Before she became a mentor to many, Sipe made an impact in performance improvement and quality safety initiatives. Her doctoral work involved not only using technology but focusing on the question of: how does the nurse engage the patient along with the technology to bring that to play.
“We have wonderful computer systems today, but errors still happen because sometimes we forget to ask the patient,” cautions Sipe. “If you looked at your own medical record, you probably will find errors there, and those errors get carried through one time after another. We just need to spend a few minutes talking to the patient. Clinicians feel they can't, because they lack the time to do so, but if they did, we could prevent a lot of things.”
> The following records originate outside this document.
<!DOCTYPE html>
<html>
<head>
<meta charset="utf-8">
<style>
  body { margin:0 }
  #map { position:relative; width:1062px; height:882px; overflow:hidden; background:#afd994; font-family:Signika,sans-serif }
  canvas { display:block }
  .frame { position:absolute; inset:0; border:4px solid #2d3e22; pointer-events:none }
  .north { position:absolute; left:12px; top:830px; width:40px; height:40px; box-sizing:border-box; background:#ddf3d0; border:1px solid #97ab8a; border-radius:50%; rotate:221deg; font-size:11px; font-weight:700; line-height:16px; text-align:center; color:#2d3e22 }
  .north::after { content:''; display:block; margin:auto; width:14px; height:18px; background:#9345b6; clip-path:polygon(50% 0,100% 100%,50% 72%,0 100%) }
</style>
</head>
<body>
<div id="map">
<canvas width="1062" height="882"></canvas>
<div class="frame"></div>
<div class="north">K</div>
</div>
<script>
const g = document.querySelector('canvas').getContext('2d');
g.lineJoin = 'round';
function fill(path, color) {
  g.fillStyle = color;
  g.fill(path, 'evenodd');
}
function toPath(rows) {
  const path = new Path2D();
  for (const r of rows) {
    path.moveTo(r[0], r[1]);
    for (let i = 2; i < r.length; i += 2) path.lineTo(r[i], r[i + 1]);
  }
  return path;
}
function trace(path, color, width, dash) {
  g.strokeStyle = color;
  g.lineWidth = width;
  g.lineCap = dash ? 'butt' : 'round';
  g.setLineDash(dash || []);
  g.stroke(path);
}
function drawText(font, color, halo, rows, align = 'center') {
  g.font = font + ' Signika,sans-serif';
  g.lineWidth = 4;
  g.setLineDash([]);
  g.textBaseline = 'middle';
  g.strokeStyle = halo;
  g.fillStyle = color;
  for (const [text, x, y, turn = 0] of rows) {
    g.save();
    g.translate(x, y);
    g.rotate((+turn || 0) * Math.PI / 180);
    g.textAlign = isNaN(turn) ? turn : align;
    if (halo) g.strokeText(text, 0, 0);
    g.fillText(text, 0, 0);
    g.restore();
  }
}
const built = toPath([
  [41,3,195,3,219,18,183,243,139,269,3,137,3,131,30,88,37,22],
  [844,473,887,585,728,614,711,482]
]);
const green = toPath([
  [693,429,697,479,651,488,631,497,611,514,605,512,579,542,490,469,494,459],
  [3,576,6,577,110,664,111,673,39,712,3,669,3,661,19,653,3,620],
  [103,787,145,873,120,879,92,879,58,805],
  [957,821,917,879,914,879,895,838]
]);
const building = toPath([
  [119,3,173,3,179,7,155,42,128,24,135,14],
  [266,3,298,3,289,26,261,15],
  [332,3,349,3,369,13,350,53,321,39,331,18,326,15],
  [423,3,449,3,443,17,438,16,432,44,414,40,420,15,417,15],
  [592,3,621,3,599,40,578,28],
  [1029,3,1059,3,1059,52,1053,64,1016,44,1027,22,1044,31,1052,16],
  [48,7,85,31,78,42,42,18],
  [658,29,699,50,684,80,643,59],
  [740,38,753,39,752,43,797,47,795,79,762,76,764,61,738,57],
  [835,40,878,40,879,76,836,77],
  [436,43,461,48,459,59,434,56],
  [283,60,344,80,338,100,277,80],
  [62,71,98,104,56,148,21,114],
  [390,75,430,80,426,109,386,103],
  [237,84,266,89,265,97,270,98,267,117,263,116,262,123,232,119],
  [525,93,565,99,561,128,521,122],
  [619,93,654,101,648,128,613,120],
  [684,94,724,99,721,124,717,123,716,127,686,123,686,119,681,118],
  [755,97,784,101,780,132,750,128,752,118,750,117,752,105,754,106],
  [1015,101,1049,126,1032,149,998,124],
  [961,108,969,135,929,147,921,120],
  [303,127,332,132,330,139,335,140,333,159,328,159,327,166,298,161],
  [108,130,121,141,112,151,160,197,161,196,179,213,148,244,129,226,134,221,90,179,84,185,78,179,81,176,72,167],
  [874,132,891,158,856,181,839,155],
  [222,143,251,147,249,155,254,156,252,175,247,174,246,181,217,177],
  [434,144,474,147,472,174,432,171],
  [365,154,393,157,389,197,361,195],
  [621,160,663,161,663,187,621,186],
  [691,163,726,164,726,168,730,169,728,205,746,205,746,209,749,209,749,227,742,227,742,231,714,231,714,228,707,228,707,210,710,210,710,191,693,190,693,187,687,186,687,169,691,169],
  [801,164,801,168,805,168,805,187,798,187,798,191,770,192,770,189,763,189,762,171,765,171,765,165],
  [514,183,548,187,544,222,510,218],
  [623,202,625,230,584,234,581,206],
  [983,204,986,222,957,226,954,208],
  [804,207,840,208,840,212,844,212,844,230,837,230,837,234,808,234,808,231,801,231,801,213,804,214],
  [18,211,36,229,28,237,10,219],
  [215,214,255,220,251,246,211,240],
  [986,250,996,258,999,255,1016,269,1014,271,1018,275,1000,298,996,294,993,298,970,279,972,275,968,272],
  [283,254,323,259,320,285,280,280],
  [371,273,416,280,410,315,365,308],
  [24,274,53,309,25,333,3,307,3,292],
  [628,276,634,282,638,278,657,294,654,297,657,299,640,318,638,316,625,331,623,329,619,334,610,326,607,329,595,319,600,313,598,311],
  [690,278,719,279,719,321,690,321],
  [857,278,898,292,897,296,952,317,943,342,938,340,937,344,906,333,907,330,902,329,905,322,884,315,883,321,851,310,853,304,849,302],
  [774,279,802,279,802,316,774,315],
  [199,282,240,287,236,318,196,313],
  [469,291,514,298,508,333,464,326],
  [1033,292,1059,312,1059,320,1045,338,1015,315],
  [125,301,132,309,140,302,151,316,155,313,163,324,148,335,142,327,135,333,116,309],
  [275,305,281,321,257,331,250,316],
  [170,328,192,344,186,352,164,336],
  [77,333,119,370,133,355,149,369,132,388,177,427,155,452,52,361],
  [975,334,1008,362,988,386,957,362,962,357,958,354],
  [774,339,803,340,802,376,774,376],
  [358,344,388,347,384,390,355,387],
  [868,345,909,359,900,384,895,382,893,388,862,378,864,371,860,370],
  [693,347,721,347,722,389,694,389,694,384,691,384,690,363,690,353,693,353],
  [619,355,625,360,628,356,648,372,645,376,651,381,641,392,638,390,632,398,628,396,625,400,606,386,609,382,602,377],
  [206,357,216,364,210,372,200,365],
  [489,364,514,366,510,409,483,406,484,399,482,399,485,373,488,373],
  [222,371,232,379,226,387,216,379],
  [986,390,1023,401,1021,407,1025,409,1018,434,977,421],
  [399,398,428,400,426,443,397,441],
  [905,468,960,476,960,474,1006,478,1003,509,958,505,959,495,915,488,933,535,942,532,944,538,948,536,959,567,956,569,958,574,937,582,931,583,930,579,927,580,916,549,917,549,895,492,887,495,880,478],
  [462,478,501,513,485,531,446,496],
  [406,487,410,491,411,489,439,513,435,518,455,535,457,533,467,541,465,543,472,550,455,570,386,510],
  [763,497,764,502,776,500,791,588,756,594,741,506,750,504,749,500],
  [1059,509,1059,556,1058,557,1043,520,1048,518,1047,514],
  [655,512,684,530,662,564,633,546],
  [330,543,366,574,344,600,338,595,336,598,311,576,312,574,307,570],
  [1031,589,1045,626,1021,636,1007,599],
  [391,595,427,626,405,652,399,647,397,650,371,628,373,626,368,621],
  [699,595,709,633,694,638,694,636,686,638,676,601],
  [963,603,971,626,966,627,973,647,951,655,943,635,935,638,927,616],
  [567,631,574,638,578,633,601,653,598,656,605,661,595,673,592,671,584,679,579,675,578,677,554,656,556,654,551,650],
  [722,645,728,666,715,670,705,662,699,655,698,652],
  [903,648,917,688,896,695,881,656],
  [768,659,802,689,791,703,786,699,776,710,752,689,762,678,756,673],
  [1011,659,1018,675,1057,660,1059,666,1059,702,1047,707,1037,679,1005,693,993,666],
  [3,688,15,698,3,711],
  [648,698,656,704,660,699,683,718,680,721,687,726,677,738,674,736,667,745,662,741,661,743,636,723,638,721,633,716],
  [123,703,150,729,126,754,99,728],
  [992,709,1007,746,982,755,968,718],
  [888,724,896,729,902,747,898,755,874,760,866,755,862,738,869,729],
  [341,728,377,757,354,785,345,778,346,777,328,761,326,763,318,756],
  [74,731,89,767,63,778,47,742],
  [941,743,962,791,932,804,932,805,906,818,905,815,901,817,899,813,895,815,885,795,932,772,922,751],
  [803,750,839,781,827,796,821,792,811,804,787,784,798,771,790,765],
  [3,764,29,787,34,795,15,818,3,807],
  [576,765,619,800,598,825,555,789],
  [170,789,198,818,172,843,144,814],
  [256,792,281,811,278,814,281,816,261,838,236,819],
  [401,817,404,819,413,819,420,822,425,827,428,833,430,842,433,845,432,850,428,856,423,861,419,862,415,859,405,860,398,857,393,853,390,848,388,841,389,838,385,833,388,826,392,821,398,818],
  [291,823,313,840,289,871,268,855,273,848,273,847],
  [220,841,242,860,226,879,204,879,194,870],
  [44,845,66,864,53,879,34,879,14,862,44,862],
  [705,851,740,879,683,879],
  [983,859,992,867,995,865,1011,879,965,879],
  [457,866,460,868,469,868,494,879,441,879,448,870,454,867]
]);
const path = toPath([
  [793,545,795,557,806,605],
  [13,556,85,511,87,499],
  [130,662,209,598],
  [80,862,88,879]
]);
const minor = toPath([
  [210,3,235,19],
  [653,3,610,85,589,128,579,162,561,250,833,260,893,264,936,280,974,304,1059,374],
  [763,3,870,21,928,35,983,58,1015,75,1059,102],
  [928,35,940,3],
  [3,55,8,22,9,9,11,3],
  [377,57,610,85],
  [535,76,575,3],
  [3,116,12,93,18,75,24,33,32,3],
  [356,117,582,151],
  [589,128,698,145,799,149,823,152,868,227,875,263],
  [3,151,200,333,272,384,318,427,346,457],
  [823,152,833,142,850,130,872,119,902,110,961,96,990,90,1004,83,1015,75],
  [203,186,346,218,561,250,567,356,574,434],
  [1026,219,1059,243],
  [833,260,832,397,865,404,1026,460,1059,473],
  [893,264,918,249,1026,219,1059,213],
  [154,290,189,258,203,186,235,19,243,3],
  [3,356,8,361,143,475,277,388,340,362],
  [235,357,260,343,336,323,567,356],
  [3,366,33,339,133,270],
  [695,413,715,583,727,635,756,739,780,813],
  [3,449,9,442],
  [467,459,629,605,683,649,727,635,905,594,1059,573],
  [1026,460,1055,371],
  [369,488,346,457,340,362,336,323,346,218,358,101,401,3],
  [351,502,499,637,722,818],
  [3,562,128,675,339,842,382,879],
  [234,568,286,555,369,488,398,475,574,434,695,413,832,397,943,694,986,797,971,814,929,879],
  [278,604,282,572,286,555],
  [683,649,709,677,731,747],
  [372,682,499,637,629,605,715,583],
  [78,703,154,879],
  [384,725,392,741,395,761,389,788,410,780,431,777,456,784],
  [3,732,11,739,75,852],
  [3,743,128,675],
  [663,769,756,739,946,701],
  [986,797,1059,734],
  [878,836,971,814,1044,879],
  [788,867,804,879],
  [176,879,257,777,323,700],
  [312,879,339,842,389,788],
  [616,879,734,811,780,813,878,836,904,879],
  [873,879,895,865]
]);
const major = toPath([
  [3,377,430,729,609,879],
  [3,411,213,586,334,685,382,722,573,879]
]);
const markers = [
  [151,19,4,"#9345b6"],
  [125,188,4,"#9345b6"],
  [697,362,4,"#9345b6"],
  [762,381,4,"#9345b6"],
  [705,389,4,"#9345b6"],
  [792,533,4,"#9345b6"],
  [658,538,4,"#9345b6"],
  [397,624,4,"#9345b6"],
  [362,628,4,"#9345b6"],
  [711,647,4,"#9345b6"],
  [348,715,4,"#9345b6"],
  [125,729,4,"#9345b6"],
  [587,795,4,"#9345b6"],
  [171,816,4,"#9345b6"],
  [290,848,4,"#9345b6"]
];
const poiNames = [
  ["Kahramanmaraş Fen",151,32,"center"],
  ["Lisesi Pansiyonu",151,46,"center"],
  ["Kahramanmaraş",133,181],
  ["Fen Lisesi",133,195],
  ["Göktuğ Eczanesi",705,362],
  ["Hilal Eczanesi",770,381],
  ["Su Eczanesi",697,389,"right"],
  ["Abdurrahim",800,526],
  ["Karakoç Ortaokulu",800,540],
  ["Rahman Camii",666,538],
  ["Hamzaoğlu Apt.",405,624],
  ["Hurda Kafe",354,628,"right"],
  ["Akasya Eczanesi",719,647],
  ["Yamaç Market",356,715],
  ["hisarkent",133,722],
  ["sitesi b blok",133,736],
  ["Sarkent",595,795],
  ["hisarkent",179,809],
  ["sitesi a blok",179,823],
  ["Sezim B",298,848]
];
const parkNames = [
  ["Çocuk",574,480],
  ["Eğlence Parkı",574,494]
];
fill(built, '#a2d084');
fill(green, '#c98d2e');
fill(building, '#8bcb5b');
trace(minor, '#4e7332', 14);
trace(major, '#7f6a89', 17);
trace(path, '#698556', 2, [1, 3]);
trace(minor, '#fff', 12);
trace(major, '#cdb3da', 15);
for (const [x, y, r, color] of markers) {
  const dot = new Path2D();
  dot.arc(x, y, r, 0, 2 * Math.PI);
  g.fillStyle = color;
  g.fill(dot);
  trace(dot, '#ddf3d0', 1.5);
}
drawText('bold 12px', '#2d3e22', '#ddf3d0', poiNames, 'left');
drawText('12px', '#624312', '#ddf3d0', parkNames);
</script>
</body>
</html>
Sipe’s work in this area began in the early 2000s in the wake of a national report detailing the medication errors that were occurring in the United States. That’s when Sipe, who is a big fan of technology, began efforts to help organizations improve medication management.
“I helped bring up bar code medication administration systems early on in institutions and then got very involved in helping to develop tools that organizations could use to help assess where they were at and really monitor their outcomes of medication distribution,” said Sipe.
While working with the Institute for Safe Medication Practices, Sipe and her colleagues developed guidelines for safe use of automated medication dispensing units. The importance of this work came to light in 2007 when the newborn twins of actor Dennis Quaid almost died at Cedars-Sinai Medical Center in Los Angeles after being given too much of the blood thinner Heparin. The medical mishap had the twins fighting for their lives.
“I had some involvement with helping that organization to redesign its system,” recalls Sipe. “It's all quality improvement with a focus. These days, people kind of sit back and say, ‘Everything is good – we have great technology.’ But guess what? We still have errors.” This work and her sustaining contribution to nursing leadership was recognized when she was inducted as an inaugural Fellow in the American Organization for Nursing Leadership (AONL) in 2019.
Mentoring has been the shoe Sipe has worn through the years, and it’s given her the most pride.
“I just love helping people be the best versions of themselves and connecting people and really helping them figure out what they need to do to get in touch with being a leader, really embracing that, and taking the steps to really boldly lead,” says Sipe with a smile.
“My greatest pride is when you see someone you've had the chance to influence go on beyond your wildest imagination,” she says. “Mentoring is very much a two-way street. I think the person who mentors gains as much as the person being mentored. And that reciprocal relationship is just very, very uplifting.”